Published: 30 April 2009

Abstract

Background

Many recent studies that relax the assumption of independent evolution of sites have done so at the expense of a drastic increase in the number of substitution parameters. While additional parameters cannot be avoided to model context-dependent evolution, a large increase in model dimensionality is only justified when accompanied with careful model-building strategies that guard against overfitting.
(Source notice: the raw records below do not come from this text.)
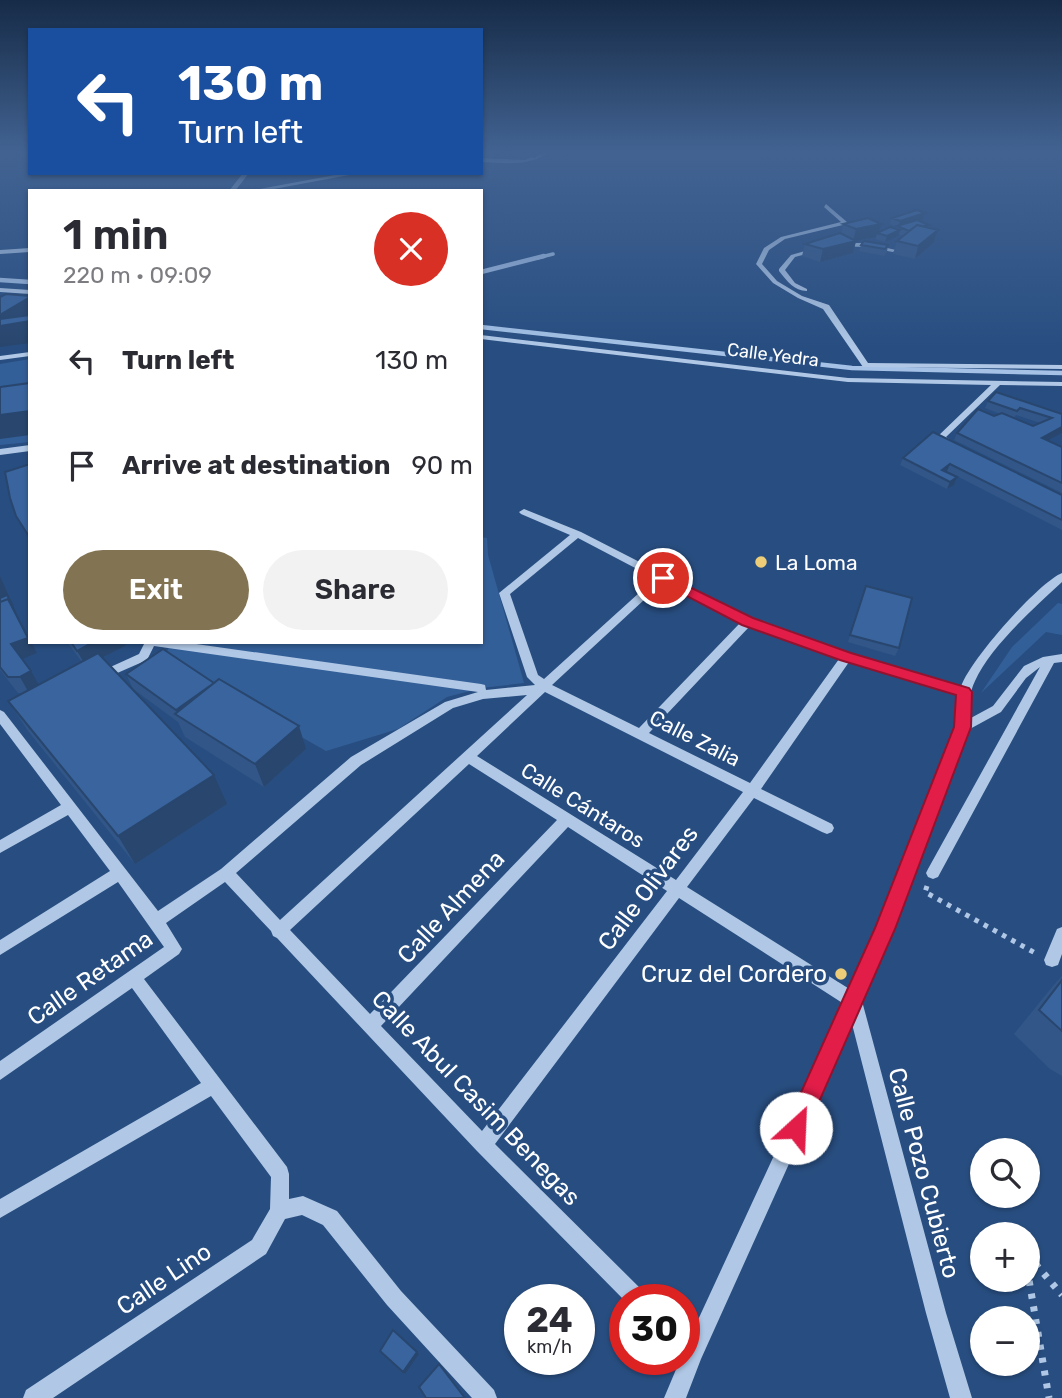 <!DOCTYPE html>
<meta charset="utf-8">
<style>
body{margin:0;font-family:Rubik,sans-serif;background:#f2f2f3;color:#2b2b33;height:100vh;display:flex;flex-direction:column;font-size:26px;white-space:nowrap}
*{box-sizing:border-box;margin:0}
p{font-size:23px;color:#7c7c81}
.icon{flex:none;width:38px;height:38px;fill:none;stroke:currentColor;stroke-width:2;stroke-linecap:round;stroke-linejoin:round}
.map{position:relative;flex:1;overflow:hidden}
.panel{position:absolute;left:28px;top:189px;width:455px;height:455px;display:flex;flex-direction:column;background:#fff;border-radius:0px;box-shadow:0 2px 5px #0004}
.panel>*{flex:none}
.hud{position:absolute;left:28px;top:28px;width:455px;height:147px;border-radius:0px;box-shadow:0 2px 5px #0004;background:#1a4fa0;color:#fff;overflow:hidden}
.tools{position:absolute;left:970px;top:1138px;display:grid;gap:14px}
.tools a{display:grid;place-items:center;width:70px;height:70px;border-radius:50%;background:#fff;box-shadow:0 2px 5px #0004;font-size:35px}
.speed{position:absolute;left:504px;top:1284px;display:flex;gap:14px;font-size:35px;font-weight:700;text-align:center}
.speed>*{display:grid;place-content:center;width:91px;height:91px;border-radius:50%;background:#fff;box-shadow:0 2px 5px #0004;line-height:1}
.speed small{font-size:18px;font-weight:400}
.speed .limit{border:10px solid #d22;background:#fff;color:#111}
.pin{position:absolute;display:grid;place-items:center;width:60px;height:60px;color:#fff;margin:-30px;border:4px solid #fff;border-radius:50%;box-shadow:0 2px 7px #0007}
.me{position:absolute;width:77px;margin:-38px;rotate:25deg;stroke-linejoin:round;filter:drop-shadow(0 0 5px #0008)}
.turn{display:flex;align-items:center;gap:24px;height:147px;padding:0 35px;font-size:32px}
.turn .icon{width:91px;height:91px;stroke-width:2.5}
.turn b{display:block;font-size:49px;line-height:60px}
.round{display:grid;place-items:center;flex:none;width:74px;height:74px;border-radius:37px;background:#f2f2f3}
.summary{display:flex;align-items:center;justify-content:space-between;height:119px;padding:0 35px}
h1{font-size:42px;font-weight:600;line-height:52px}
.action{display:flex;gap:14px;margin-top:auto;padding:14px 35px}
.action a{flex:1;height:80px;border-radius:42px;background:#827452;color:#fff;font-size:28px;font-weight:600;line-height:80px;text-align:center}
.action a+a{background:#f2f2f3;color:#2b2b33}
ul{padding:0;list-style:none}
li{display:flex;align-items:center;gap:21px;height:105px;padding:0 35px}
li div{flex:1}
li b{display:block;font-size:26px}
li em{font-style:normal}
.map>svg:first-child{display:block}
.green{fill:#335f98}
.lines{fill:none;stroke-linecap:round;stroke-linejoin:round}
.stream-far1{stroke:#a5c2e6;stroke-width:3.5}
.stream{stroke:#a5c2e6;stroke-width:4.5}
.path-far1{stroke:#b0c8e6;stroke-width:5;stroke-dasharray:4.5 6;stroke-linecap:butt}
.path{stroke:#b0c8e6;stroke-width:7;stroke-dasharray:5 8;stroke-linecap:butt}
.minor{fill:#b0c8e6;fill-rule:evenodd}
.wall{fill:#315687;fill-rule:evenodd}
.shaded-wall{fill:#28466e}
.building{fill:#39649d;stroke:#28466e;stroke-width:2}
.route{fill:#e11d48;stroke:#92132f;stroke-width:2}
.poi-dot{fill:#edcd77;stroke:#284e81;stroke-width:2.5}
.labels{text-anchor:middle;dominant-baseline:central;stroke-width:7;stroke-linejoin:round;paint-order:stroke}
.far-street-label{font-size:18px;fill:#fff;stroke:#284e81}
.poi-label{font-size:21px;fill:#fff;stroke:#284e81;text-anchor:start}
.street-label{font-size:21px;fill:#fff;stroke:#284e81}
.near-street-label{font-size:24px;fill:#fff;stroke:#284e81}
.near-poi-label{font-size:24px;fill:#fff;stroke:#284e81;text-anchor:end}
</style>
<div class="map">
<svg width="1062" height="1398" viewBox="0 0 1062 1398">
<rect width="100%" height="100%" fill="#284e81"/>
<!-- green -->
<path class="green" d="M 30,359 L 30,442 L 0,445 L 0,364 Z
M 481,537 L 487,538 L 488,555 L 524,683 L 481,688 L 447,697 L 398,729 L 326,751 L 163,658 L 172,642 L 481,642 Z
M 1058,603 L 1062,604 L 1062,635 L 1046,632 L 981,693 L 1012,647 Z"/>
<g class="lines">
<!-- stream-far1 -->
<path class="stream-far1" d="M 537,258 L 553,254"/>
<!-- stream -->
<path class="stream" d="M 481,272 L 544,256
M 0,280 L 30,282
M 481,327 L 852,368 L 1062,373"/>
<!-- path-far1 -->
<path class="path-far1" d="M 927,886 L 925,892 L 1037,954"/>
<!-- path -->
<path class="path" d="M 1027,1254 L 1062,1295
M 1027,1268 L 1049,1398"/>
<!-- minor -->
<path class="minor" d="M 545,151 L 551,151 C 530,167 506,163 481,162 L 481,158 L 525,160 Z
M 175,173 L 185,173 L 182,175 Z
M 243,173 L 249,173 L 235,191 L 229,191 Z
M 346,173 L 360,173 L 263,191 L 249,191 Z
M 826,204 L 847,222 L 847,224 L 785,239 L 769,250 L 762,264 L 777,281 L 802,296 L 829,305 L 868,363 L 1062,365 L 1062,369 L 863,367 L 823,309 L 798,298 L 773,283 L 756,264 L 764,248 L 781,237 L 841,222 L 824,207 Z
M 840,243 L 865,243 L 896,250 L 893,252 L 865,247 L 838,246 L 838,244 Z
M 819,247 L 821,248 L 821,250 L 795,257 L 785,270 L 795,283 L 807,289 L 807,291 C 794,291 787,281 779,271 L 779,269 L 791,255 Z
M 30,248 L 30,252 L 0,254 L 0,250 Z
M 0,288 L 30,290 L 30,294 L 0,292 Z
M 481,335 L 848,378 L 1062,382 L 1062,386 L 1000,385 L 946,437 L 956,444 L 952,447 L 936,438 L 991,385 L 848,382 L 481,339 Z
M 30,352 L 30,356 L 0,360 L 0,356 Z
M 30,445 L 30,451 L 0,455 L 0,449 Z
M 524,509 L 581,532 L 751,619 L 850,654 L 961,687 C 969,661 1038,583 1062,573 L 1062,582 C 1034,608 990,647 975,681 C 969,693 969,706 969,719 L 993,706 L 1024,666 L 1043,657 L 1062,654 L 1062,662 L 1054,663 L 938,877 L 933,879 L 928,877 L 926,873 L 928,869 L 1040,667 L 1026,678 L 1001,712 L 968,730 L 893,929 L 862,1001 L 946,1313 L 972,1398 L 950,1398 L 926,1313 L 852,1024 L 701,1359 L 686,1398 L 664,1398 L 680,1360 L 684,1360 L 685,1348 L 844,1004 L 679,898 L 495,1144 L 645,1293 L 648,1300 L 625,1301 L 477,1151 L 277,938 L 273,936 L 271,931 L 225,882 L 166,923 L 182,949 L 179,954 L 144,979 L 287,1167 L 289,1174 L 289,1199 L 303,1196 L 337,1211 L 401,1291 L 494,1390 L 497,1398 L 472,1398 L 387,1305 L 323,1225 L 302,1215 L 285,1219 L 266,1254 L 53,1398 L 23,1398 L 26,1390 L 252,1240 L 270,1209 L 271,1177 L 211,1096 L 0,1218 L 0,1199 L 201,1083 L 132,988 L 0,1080 L 0,1061 L 164,947 L 118,882 L 0,955 L 0,940 L 110,871 L 68,815 L 0,853 L 0,840 L 61,805 L 0,724 L 0,710 L 4,712 L 158,911 L 221,869 L 351,757 L 445,702 L 478,692 L 154,646 L 147,660 L 99,681 L 93,677 L 95,674 L 139,654 L 145,642 L 182,642 L 481,684 L 485,685 L 486,690 L 535,685 L 527,677 L 499,593 L 570,535 L 521,514 L 519,512 ZM 578,538 L 740,623 L 639,728 L 552,685 L 658,587 L 659,585 L 658,583 L 650,583 L 544,679 L 538,675 L 510,594 ZM 749,627 L 839,659 L 750,783 L 649,733 ZM 849,662 L 958,695 L 957,727 L 877,929 L 851,990 L 687,887 L 754,798 L 822,832 L 827,834 L 832,832 L 834,828 L 832,824 L 761,789 ZM 545,692 L 743,792 L 676,880 L 477,756 ZM 527,695 L 280,920 L 236,873 L 361,765 L 453,708 L 483,699 ZM 469,764 L 557,820 L 370,1014 L 290,930 ZM 568,827 L 667,891 L 482,1131 L 381,1026 Z
M 1062,927 L 1062,954 L 1058,965 L 1052,967 L 1046,965 L 1044,960 L 1057,929 Z"/>
</g>
<!-- wall -->
<path class="wall" d="M 481,151 L 542,151 L 535,158 L 506,152 L 495,159 L 481,157 Z
M 552,151 L 569,151 L 566,161 L 552,161 Z
M 925,213 L 923,219 L 918,220 L 929,225 L 928,228 L 938,230 L 934,242 L 915,259 L 893,254 L 897,241 L 904,236 L 898,234 L 898,236 L 885,242 L 875,239 L 876,237 L 856,241 L 853,253 L 820,262 L 802,256 L 805,244 L 841,234 L 843,224 L 881,224 L 879,232 L 896,229 L 897,227 L 890,224 L 892,218 Z
M 861,245 L 888,245 L 887,252 L 884,256 L 859,251 Z
M 988,401 L 1062,414 L 1062,433 L 1048,440 L 1062,447 L 1062,493 L 954,440 L 957,433 L 1000,414 L 985,408 ZM 1016,415 L 1040,423 L 1033,426 L 1014,418 Z
M 933,432 L 1062,495 L 1062,530 L 947,471 L 946,472 L 957,477 L 954,485 L 947,489 L 900,465 L 903,458 Z
M 0,576 L 17,614 L 30,640 L 30,642 L 37,653 L 22,659 L 39,685 L 82,662 L 67,642 L 127,642 L 125,646 L 102,658 L 227,804 L 135,864 L 28,731 L 8,701 L 23,693 L 18,693 L 0,670 Z
M 866,586 L 899,648 L 895,656 L 848,642 Z
M 126,674 L 306,749 L 264,787 L 185,737 L 178,722 L 133,689 Z
M 1062,976 L 1062,1076 L 1050,1069 L 1014,1034 L 1052,987 Z"/>
<!-- shaded-wall -->
<path class="shaded-wall" d="M 494,151 L 506,151 L 506,152 L 495,159 Z
M 535,151 L 542,151 L 535,158 Z
M 566,151 L 569,151 L 566,161 Z
M 925,213 L 923,219 L 898,227 L 900,221 Z
M 881,224 L 879,233 L 877,233 L 876,237 L 856,241 L 853,253 L 820,262 L 823,249 L 853,241 L 856,229 Z
M 900,230 L 898,236 L 885,242 L 887,236 Z
M 938,230 L 934,242 L 915,259 L 918,246 Z
M 30,297 L 30,343 L 0,347 L 0,315 Z
M 30,411 L 30,435 L 0,439 L 0,415 Z
M 1062,427 L 1062,433 L 1039,445 L 1042,438 Z
M 950,464 L 947,471 L 939,477 L 942,470 Z
M 957,477 L 954,485 L 947,489 L 950,482 Z
M 0,576 L 17,614 L 30,640 L 30,642 L 31,642 L 37,653 L 20,660 L 11,644 L 0,607 Z
M 94,642 L 127,642 L 125,646 L 86,666 L 77,651 Z
M 31,671 L 40,687 L 29,693 L 20,677 Z
M 214,683 L 179,717 L 176,710 Z
M 299,726 L 306,749 L 264,787 L 255,764 Z
M 214,775 L 227,804 L 135,864 L 118,836 Z
M 417,1352 L 419,1354 L 405,1374 L 403,1372 Z"/>
<!-- building -->
<path class="building" d="M 917,210 L 925,213 L 900,221 L 892,218 Z
M 868,218 L 881,224 L 856,229 L 843,224 Z
M 917,220 L 929,225 L 923,226 L 917,225 L 909,231 L 897,226 Z
M 917,225 L 938,230 L 918,246 L 897,241 Z
M 890,227 L 900,230 L 887,236 L 877,233 Z
M 840,233 L 856,241 L 823,249 L 805,244 Z
M 864,241 L 888,245 L 885,249 L 861,245 Z
M 6,294 L 30,296 L 30,297 L 0,315 L 0,297 Z
M 30,315 L 30,321 L 0,326 L 0,319 Z
M 30,383 L 30,411 L 0,415 L 0,387 Z
M 996,392 L 1062,414 L 1062,427 L 1042,438 L 1062,447 L 1062,483 L 957,433 L 978,409 L 994,416 L 1002,413 L 1033,426 L 1052,418 L 1020,408 L 1017,411 L 988,401 Z
M 933,432 L 1062,495 L 1062,520 L 950,464 L 942,470 L 957,477 L 950,482 L 903,458 Z
M 30,464 L 30,538 L 16,516 L 10,498 L 5,472 Z
M 866,586 L 912,598 L 899,648 L 850,635 Z
M 7,595 L 13,606 L 8,599 L 0,602 L 0,598 Z
M 8,599 L 28,638 L 11,644 L 31,671 L 20,677 L 8,677 L 0,667 L 0,602 Z
M 71,642 L 94,642 L 77,651 Z
M 163,649 L 214,683 L 176,710 L 126,674 Z
M 98,653 L 214,775 L 118,836 L 8,701 Z
M 219,679 L 299,726 L 255,764 L 175,714 Z
M 1062,980 L 1062,1031 L 1039,1010 Z
M 393,1330 L 417,1352 L 403,1372 L 380,1351 Z
M 439,1364 L 465,1398 L 426,1398 L 419,1387 Z"/>
<!-- sky -->
<linearGradient id="sky" x2="0" y2="1"><stop stop-color="#162b47"/><stop offset="0.44" stop-color="#426392"/><stop offset="1" stop-color="#426392" stop-opacity="0"/></linearGradient>
<rect width="1062" height="347" fill="url(#sky)"/>
<!-- route -->
<path class="route" d="M 663,574 L 753,618 L 851,653 L 969,688 L 972,692 L 971,727 L 895,929 L 804,1136 L 796,1139 L 788,1136 L 785,1128 L 875,928 L 954,727 L 956,695 L 840,660 L 742,625 L 658,581 L 658,575 Z"/>
<!-- markers -->
<g class="poi-dot">
<circle cx="761" cy="562" r="7"/>
<circle cx="841" cy="974" r="7"/>
</g>
<g class="labels">
<!-- far-street labels -->
<g class="far-street-label">
<text transform="translate(773 355) rotate(7)">Calle Yedra</text>
</g>
<!-- poi labels -->
<g class="poi-label">
<text x="775" y="562">La Loma</text>
</g>
<!-- street labels -->
<g class="street-label">
<text transform="translate(695 738) rotate(27)">Calle Zalia</text>
<text transform="translate(583 805) rotate(32)">Calle Cántaros</text>
</g>
<!-- near-street labels -->
<g class="near-street-label">
<text transform="translate(648 888) rotate(-53)">Calle Olivares</text>
<text transform="translate(451 907) rotate(-47)">Calle Almena</text>
<text transform="translate(90 978) rotate(-35)">Calle Retama</text>
<text transform="translate(476 1098) rotate(46)">Calle Abul Casim Benegas</text>
<text transform="translate(924 1173) rotate(75)">Calle Pozo Cubierto</text>
<text transform="translate(164 1279) rotate(-34)">Calle Lino</text>
</g>
<!-- near-poi labels -->
<g class="near-poi-label">
<text x="827" y="974">Cruz del Cordero</text>
</g>
</g>
</svg>
<div class="tools">
<a><svg class="icon" aria-label="search" viewBox="0 0 24 24"><circle cx="10" cy="10" r="6"/><path d="M15 15l6 6"/></svg></a>
<a>+</a>
<a>−</a>
</div>
<div class="speed"><div>24<small>km/h</small></div><div class="limit">30</div></div>
<div class="pin" style="left:663px;top:578px;background:#d93025"><svg class="icon" aria-label="arrive" viewBox="0 0 24 24"><path d="M6 21V4h12l-3 4 3 4H6"/></svg></div>
<svg class="me" style="left:796px;top:1128px" viewBox="-20 -20 40 40"><circle r="19" fill="#fff"/><path d="M0-13L10 11 0 6-10 11z" fill="#e11d48"/></svg>
<div class="hud">
<div class="turn"><svg class="icon" aria-label="left" viewBox="0 0 24 24"><path d="M17 20v-9H6M10 6l-5 5 5 5"/></svg><div><b>130 m</b>Turn left</div></div>
</div>
<section class="panel">
<div class="summary"><div><h1>1 min</h1><p>220 m · 09:09</p></div><a class="round" style="background:#d93025;color:#fff"><svg class="icon" aria-label="close" viewBox="0 0 24 24"><path d="M6 6l12 12M18 6L6 18"/></svg></a></div>
<ul>
<li><svg class="icon" aria-label="left" viewBox="0 0 24 24"><path d="M17 20v-9H6M10 6l-5 5 5 5"/></svg><div><b>Turn left</b></div><em>130 m</em></li>
<li><svg class="icon" aria-label="arrive" viewBox="0 0 24 24"><path d="M6 21V4h12l-3 4 3 4H6"/></svg><div><b>Arrive at destination</b></div><em>90 m</em></li>
</ul>
<div class="action"><a>Exit</a><a>Share</a></div>
</section>
</div>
An increased dimensionality leads to increases in numerical computations of the models, increased convergence times in Bayesian Markov chain Monte Carlo algorithms and even more tedious Bayes Factor calculations.

Results

We have developed two model-search algorithms which reduce the number of Bayes Factor calculations by clustering posterior densities to decide on the equality of substitution behavior in different contexts. The selected model's fit is evaluated using a Bayes Factor, which we calculate via model-switch thermodynamic integration. To reduce computation time and to increase the precision of this integration, we propose to split the calculations over different computers and to appropriately calibrate the individual runs. Using the proposed strategies, we find, in a dataset of primate Ancestral Repeats, that careful modeling of context-dependent evolution may increase model fit considerably and that the combination of a context-dependent model with the assumption of varying rates across sites offers even larger improvements in terms of model fit. Using a smaller nuclear SSU rRNA dataset, we show that context-dependence may only become detectable upon applying model-building strategies.

Conclusion

While context-dependent evolutionary models can increase the model fit over traditional independent evolutionary models, such complex models will often contain too many parameters. Justification for the added parameters is thus required so that only those parameters that model evolutionary processes previously unaccounted for are added to the evolutionary model. To obtain an optimal balance between the number of parameters in a context-dependent model and the performance in terms of model fit, we have designed two parameter-reduction strategies and we have shown that model fit can be greatly improved by reducing the number of parameters in a context-dependent evolutionary model.